I just received an "F" version yesterday, and was wondering how many of you also have one?

Anyone with a higher version letter?


----------



## P Smith (Jul 25, 2002)

It's a REVISION of MAIN BOARD.

SW version is different things.


----------



## boylehome (Jul 16, 2004)

I have an F and I have audio/video via HDMI. No problems with it yet. Some posted elsewhere that they have a G. H should be just around the corner.


----------



## Bogey62 (Dec 1, 2002)

P Smith said:


> It's a REVISION of MAIN BOARD.
> 
> SW version is different things.


Yes, I know that. I just wanted to know if that was the latest revision or if there are newer ones out there.


----------



## guruka (Dec 27, 2003)

I just received a replacement 622 yesterday and it's mainboard revision H.

.....G


----------



## normang (Nov 14, 2002)

These could be build batch letters not necessarily revisions to the hardware, unless someone knows for sure.


----------



## P Smith (Jul 25, 2002)

We can separate them by BuildconfigID - those four letters after SW or bootstrap version.


----------



## shamus46 (Sep 29, 2002)

P Smith said:


> We can separate them by BuildconfigID - those four letters after SW or bootstrap version.


How do I find the REV #?


----------



## P Smith (Jul 25, 2002)

on back of your receiver you can see white label with a few numbers, check last letter of MAINBOARD number


----------



## primetimeguy (Sep 30, 2006)

Just had a new Dish (switched from Charter) install and it was version H.


----------



## dbconsultant (Sep 13, 2005)

boylehome said:


> I have an F and I have audio/video via HDMI. No problems with it yet. Some posted elsewhere that they have a G. H should be just around the corner.
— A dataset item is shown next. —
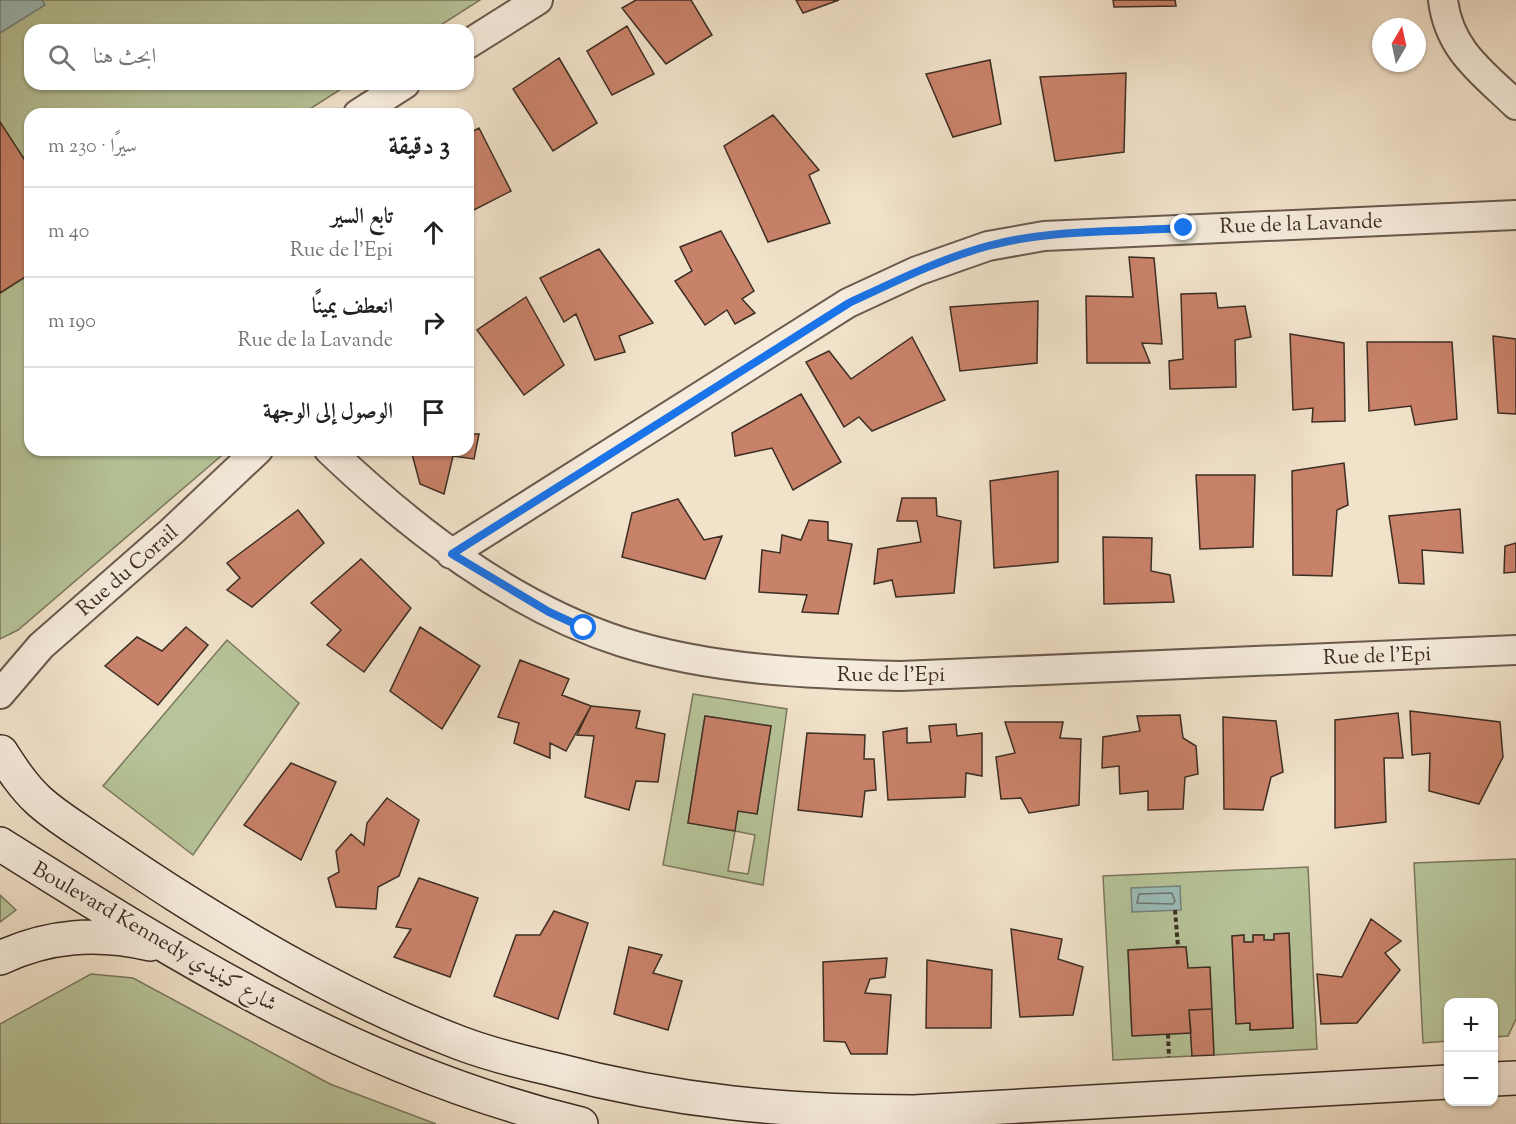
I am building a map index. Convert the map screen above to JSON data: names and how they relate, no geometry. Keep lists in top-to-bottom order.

Same here except I send my audio via optical to my a/v receiver. No problems with hdmi at all! I've had it since July.


----------



## teddy (Jun 9, 2006)

boylehome said:


> I have an F and I have audio/video via HDMI. No problems with it yet. Some posted elsewhere that they have a G. H should be just around the corner.


I have the F also. No problems whatsoever.:hurah:


----------



## boylehome (Jul 16, 2004)

teddy said:


> I have the F also. No problems whatsoever.:hurah:


Yes, My F and B receiver have no problems. We should all knock on wood.


----------



## lujan (Feb 10, 2004)

I have a "D" version and I have no problems. I don't think it has anything to do with these alpha versions.


----------



## mchaney (Aug 17, 2006)

I have an F revision/batch and have audio dropout issues and some minor pixelization issues from time to time. I just live with it as there is nothing I can do about it and every piece of HD equipment I've ever owned has had some bugs in this regard.

Mike


----------



## David_Levin (Apr 22, 2002)

So, anyone with these new boxes popped the lid to see if the HDMI port has been redesigned?


----------



## P Smith (Jul 25, 2002)

It should be obvious redeisgn - use that type of HDMI socket what have additional flap at top what will be holded by a screw to rear panel.


----------